During these weeks, I kept thinking the time was ripe to write publicly about my reaction to what was happening and then I would contemplate whatever words I had thought I should say and realized that I still was not ready. I suppose some part of me was hopeful, though I have also been from the first resigned to the imminent scattering and shifting and dancing into different constellations of all of our voices as teachers trained in this style that no longer has a referent for its name nor a precise shape.
I confess that I am more concerned about Mitt Romney, Scott Walker, Trayvon Martin, global climate change, the recession, my garden, and my friends and family, than I have been with John Friend, though I miss the delight of getting together to practice en masse and the comfort of being recognized as part of a skilled community of teachers together under the banner of a respected trademark. And how joyous at its heyday our collective explorations on the mat of the exquisite, elegant, and healing universal principles of alignment. I am doing my best to take what I have learned from yoga practice (Anusara and not) and study to inform how I act, speak, and relate to the community in its evolving incarnations and to the how and what I offer my students. To support my practice and the community, I have been continuing to attend workshops with friends and teachers who have inspired me over this decade. It is good to practice in smaller groups closer to home. It is good to see my practice buddies.
I never did formally resign (perhaps I was stuck like Arjuna’s sitting paralyzed on the battlefield, perhaps it was something more or less than that), but I am resigned, in the way of a graduate who liked the comfort of the structure of school but who knows she must go out into the world and make her way, that there is no choice left but to move into relationship with this community of fellow students and teachers in a different way.
Perhaps I will have more to say, but I cannot yet say when (though if you’ve been following my blog, you may have noticed how much I was saying in pictures and stories that were on one level about something completely different).

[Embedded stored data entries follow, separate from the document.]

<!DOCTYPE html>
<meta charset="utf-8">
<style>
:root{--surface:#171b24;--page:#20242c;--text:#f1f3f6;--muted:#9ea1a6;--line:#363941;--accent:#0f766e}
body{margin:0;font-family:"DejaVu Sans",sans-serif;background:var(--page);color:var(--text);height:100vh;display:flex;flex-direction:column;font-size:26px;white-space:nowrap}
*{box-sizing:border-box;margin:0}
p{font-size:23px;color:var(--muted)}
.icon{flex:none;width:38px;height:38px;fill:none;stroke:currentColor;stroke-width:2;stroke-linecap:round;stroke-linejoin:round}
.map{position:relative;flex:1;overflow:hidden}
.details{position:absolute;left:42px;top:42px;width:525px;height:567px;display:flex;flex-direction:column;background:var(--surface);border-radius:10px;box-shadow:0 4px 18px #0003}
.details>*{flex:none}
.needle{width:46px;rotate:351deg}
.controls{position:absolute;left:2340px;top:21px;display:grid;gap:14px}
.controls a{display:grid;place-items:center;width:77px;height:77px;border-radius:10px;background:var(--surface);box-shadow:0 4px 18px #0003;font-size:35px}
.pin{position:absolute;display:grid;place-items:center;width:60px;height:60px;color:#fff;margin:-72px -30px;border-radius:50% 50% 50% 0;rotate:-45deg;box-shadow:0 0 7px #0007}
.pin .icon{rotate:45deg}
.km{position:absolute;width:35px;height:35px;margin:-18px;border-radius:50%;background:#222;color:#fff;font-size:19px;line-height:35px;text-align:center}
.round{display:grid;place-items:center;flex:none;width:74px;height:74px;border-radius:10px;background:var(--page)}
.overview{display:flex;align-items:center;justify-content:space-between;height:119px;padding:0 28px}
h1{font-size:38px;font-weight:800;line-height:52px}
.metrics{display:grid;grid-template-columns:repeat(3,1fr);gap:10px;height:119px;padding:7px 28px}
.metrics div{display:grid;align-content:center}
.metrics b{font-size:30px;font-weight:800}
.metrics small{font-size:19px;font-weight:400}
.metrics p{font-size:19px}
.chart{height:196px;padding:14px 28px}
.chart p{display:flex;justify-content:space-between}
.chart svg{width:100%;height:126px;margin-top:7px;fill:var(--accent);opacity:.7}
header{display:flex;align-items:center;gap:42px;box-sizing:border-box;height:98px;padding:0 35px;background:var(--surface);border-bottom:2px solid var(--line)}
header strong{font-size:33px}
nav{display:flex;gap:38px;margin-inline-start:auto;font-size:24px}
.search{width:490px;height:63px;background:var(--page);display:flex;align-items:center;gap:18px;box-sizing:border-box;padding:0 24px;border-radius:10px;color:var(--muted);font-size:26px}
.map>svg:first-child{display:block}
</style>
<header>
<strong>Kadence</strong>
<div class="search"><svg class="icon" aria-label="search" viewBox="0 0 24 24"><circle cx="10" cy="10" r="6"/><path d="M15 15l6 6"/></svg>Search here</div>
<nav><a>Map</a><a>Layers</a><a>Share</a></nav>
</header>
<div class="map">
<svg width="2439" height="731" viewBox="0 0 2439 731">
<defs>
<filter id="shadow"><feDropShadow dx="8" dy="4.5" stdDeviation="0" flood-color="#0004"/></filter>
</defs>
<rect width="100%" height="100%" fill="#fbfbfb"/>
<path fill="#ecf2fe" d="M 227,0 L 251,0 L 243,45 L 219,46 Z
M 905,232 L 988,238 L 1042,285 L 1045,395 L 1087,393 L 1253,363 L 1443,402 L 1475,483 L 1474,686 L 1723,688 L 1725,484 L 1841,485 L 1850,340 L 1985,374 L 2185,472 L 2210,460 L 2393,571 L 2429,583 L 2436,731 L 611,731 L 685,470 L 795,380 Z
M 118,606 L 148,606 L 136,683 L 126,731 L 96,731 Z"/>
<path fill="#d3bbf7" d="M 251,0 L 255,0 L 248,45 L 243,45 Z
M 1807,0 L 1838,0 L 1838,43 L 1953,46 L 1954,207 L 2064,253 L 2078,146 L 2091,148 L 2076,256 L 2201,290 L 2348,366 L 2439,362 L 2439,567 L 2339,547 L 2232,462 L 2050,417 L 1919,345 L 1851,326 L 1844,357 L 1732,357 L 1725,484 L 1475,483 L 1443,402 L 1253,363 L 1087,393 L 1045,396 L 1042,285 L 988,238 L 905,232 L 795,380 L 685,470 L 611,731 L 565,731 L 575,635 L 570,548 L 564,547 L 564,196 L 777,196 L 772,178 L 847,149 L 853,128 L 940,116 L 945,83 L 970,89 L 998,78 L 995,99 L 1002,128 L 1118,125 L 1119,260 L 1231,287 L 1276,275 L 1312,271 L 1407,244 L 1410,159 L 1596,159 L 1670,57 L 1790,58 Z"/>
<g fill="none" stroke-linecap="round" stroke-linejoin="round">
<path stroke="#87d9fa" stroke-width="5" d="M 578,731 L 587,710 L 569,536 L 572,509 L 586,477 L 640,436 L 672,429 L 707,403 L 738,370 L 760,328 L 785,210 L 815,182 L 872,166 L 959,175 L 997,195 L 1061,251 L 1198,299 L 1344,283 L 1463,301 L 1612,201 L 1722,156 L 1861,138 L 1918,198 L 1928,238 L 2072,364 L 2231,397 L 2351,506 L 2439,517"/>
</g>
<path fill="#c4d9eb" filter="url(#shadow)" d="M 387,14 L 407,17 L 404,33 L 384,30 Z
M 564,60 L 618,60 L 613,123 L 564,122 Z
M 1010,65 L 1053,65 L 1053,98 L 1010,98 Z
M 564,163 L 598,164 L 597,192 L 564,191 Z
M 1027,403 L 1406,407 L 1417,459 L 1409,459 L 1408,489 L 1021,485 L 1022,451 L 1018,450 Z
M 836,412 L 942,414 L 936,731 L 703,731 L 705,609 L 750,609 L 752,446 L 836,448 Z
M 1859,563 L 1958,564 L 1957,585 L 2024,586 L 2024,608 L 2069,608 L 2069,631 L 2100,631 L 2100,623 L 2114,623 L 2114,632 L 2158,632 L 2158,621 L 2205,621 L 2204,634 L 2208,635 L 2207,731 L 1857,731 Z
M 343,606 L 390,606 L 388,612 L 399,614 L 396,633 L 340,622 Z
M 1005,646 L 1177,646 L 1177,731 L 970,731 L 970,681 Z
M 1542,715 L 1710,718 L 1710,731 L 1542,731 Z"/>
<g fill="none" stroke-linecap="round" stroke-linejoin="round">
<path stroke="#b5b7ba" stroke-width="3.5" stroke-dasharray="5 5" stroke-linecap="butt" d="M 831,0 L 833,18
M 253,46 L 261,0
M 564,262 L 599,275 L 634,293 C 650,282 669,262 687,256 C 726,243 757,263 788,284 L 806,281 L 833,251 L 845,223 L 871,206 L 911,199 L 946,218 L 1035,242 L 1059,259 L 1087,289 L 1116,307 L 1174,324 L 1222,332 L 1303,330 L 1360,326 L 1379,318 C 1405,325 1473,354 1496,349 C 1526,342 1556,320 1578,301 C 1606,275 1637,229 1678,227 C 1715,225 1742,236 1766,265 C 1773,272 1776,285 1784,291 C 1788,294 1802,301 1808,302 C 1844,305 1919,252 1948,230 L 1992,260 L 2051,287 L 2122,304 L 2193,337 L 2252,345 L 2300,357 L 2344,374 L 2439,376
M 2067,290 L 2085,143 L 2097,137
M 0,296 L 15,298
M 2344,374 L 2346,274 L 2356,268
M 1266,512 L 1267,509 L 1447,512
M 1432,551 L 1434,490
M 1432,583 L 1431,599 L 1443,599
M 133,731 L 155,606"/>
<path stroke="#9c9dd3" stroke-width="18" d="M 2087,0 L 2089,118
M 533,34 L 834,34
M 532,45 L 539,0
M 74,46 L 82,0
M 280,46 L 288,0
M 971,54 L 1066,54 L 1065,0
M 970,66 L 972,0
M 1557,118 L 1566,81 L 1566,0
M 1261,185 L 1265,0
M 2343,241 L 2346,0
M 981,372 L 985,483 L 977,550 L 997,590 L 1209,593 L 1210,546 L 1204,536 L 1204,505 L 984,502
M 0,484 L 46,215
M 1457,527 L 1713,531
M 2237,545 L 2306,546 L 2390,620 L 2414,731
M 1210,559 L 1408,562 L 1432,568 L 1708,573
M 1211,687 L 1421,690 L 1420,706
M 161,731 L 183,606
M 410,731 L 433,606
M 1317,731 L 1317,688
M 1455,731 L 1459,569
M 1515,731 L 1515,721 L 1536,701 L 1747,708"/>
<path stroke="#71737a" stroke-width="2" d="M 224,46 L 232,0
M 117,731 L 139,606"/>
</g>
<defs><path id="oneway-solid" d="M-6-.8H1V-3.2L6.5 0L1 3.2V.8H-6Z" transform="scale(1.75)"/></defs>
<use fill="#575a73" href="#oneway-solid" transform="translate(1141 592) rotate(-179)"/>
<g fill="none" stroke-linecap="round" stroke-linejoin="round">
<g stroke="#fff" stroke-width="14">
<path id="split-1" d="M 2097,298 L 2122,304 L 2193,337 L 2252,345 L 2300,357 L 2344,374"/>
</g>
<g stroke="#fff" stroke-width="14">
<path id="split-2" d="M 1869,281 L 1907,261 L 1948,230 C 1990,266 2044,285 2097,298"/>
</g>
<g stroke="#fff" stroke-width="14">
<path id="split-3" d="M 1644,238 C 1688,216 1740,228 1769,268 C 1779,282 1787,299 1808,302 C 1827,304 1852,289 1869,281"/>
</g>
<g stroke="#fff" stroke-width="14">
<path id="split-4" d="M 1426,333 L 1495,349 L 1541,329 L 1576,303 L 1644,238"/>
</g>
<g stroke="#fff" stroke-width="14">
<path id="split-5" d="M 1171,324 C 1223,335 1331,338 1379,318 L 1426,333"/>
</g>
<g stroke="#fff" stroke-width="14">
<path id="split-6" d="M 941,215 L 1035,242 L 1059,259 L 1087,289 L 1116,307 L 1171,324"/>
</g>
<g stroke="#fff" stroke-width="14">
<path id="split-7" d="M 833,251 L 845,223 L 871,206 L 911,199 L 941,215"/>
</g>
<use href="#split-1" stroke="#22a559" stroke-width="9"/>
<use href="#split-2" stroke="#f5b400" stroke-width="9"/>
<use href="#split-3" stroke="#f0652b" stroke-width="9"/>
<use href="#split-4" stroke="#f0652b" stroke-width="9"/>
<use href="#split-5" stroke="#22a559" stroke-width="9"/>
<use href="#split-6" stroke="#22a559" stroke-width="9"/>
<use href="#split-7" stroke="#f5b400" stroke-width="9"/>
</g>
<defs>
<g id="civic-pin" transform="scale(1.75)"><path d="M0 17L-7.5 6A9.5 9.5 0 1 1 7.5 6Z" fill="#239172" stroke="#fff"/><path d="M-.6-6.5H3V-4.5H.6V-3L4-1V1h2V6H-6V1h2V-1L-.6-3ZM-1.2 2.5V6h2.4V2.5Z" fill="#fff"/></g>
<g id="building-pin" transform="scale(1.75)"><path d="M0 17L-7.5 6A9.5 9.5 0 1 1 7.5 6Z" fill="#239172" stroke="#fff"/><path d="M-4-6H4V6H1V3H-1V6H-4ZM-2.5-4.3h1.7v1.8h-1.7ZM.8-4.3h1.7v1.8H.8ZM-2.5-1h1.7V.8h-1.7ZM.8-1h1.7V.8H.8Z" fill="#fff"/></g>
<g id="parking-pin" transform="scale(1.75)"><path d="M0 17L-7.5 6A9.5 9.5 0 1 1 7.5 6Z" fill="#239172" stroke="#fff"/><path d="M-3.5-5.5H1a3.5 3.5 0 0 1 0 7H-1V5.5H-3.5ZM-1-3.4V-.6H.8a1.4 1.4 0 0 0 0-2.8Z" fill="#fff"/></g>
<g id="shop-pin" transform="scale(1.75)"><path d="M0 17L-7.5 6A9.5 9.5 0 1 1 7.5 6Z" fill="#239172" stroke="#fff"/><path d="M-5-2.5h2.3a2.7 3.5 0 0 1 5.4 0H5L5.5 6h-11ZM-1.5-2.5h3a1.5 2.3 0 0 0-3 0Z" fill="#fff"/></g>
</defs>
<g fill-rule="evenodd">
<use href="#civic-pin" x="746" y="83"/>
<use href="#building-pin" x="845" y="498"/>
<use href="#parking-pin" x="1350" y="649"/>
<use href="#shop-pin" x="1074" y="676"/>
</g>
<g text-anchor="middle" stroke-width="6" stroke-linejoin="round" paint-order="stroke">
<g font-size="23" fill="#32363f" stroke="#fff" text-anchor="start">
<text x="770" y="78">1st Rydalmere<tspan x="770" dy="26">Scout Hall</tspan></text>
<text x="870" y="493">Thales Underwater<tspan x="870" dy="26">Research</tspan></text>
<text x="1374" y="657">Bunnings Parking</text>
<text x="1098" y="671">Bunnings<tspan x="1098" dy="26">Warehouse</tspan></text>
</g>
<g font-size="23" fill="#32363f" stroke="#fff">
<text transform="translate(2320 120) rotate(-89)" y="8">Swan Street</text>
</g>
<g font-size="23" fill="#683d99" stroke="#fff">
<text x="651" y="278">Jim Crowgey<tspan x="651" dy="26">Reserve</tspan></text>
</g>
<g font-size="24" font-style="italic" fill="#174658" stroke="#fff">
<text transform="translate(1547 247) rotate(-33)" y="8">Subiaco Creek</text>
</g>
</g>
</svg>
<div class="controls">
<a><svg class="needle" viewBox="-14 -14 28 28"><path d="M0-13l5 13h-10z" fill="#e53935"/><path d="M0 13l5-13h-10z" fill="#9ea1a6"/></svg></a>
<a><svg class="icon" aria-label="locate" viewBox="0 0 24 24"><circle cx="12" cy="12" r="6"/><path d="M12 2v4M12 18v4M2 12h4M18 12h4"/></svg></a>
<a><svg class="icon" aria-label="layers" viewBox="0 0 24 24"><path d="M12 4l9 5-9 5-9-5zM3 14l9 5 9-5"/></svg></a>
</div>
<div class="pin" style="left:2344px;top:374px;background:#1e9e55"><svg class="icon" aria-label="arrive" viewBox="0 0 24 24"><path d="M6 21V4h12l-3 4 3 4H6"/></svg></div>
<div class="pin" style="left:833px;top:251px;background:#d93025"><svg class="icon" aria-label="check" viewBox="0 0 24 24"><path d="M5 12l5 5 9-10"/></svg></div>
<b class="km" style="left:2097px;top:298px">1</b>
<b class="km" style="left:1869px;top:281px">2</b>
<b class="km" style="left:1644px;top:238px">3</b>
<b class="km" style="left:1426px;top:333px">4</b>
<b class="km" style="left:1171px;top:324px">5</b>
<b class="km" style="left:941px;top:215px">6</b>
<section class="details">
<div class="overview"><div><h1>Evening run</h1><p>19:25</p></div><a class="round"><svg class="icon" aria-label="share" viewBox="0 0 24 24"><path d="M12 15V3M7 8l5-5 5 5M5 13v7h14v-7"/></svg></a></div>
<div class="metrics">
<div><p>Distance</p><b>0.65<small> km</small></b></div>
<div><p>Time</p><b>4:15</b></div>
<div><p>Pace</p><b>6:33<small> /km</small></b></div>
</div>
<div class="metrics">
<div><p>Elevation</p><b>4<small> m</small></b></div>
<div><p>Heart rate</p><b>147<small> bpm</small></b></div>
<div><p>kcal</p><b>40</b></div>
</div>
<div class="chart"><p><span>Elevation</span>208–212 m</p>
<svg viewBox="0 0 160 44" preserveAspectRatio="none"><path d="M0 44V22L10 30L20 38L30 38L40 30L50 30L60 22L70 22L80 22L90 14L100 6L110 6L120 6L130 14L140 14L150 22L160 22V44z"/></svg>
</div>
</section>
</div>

This is my desk at the office. The quote is “The Four Agreements” by Miguel Ruiz. I read “The Four Agreements” at the recommendation of Betsy Downing at the first Anusara yoga retreat I attended, and though it could be seen as so much New Age psychology, I think the agreements themselves are useful guides for considering how to respond when someone pushes my buttons. Betsy will be at Willow Street Yoga June 22-24 and it would be great to see many of you there. In the meantime, on and off the mat, I continue to contemplate these “agreements” along with the “four gates of speech” and how they can positively shape how I relate and speak to others in my world, especially when things get tough.